Task statement -
For the material that follows, list every line containing the word "Find".

Data supplied -
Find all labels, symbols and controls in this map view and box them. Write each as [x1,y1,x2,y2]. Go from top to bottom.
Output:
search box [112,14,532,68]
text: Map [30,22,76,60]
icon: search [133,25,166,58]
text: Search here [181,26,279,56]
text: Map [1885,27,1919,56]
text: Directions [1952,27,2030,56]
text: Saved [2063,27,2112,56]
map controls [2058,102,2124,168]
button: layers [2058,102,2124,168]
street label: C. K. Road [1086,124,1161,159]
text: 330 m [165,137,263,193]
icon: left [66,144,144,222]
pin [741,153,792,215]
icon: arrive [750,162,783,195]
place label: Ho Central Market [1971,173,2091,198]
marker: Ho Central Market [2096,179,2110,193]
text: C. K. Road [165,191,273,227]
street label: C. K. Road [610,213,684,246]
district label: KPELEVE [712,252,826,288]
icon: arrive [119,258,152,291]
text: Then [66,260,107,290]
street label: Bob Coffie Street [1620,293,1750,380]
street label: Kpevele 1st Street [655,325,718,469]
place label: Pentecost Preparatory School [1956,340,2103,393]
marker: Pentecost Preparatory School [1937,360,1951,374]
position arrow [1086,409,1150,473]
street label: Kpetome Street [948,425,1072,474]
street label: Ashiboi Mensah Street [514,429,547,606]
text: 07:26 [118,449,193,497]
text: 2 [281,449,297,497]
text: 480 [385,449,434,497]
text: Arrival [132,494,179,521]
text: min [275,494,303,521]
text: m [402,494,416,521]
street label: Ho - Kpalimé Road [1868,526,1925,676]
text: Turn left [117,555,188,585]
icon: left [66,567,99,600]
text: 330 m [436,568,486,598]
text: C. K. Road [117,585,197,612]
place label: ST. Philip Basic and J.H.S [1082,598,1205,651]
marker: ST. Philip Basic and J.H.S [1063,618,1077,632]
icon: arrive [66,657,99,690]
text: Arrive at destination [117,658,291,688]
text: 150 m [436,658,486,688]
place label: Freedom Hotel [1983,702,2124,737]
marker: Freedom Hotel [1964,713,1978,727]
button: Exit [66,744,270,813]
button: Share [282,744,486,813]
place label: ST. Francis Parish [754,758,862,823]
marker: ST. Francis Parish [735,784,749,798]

==

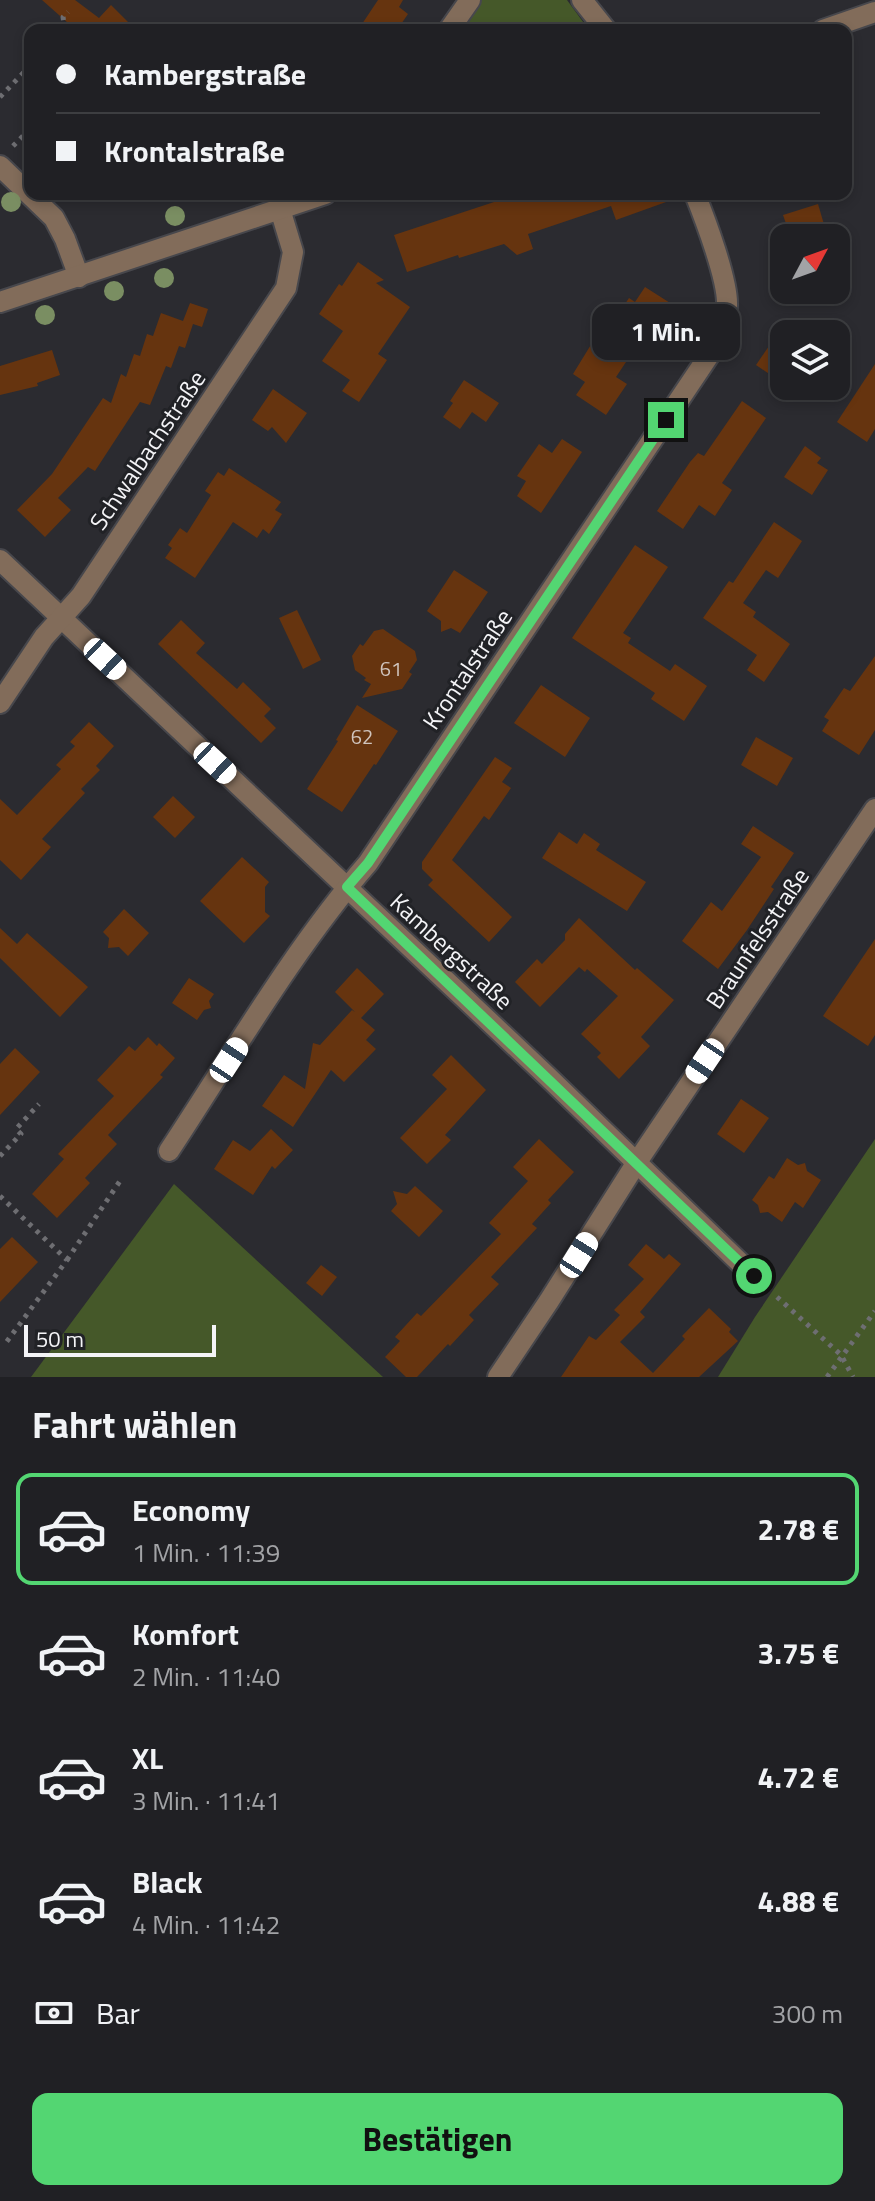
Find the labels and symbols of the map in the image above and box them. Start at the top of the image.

Response below -
Find all labels, symbols and controls in this map view and box them. Write each as [x1,y1,x2,y2]. Go from top to bottom.
Find the labels and symbols of the map in the image above and box them. Start at the top of the image.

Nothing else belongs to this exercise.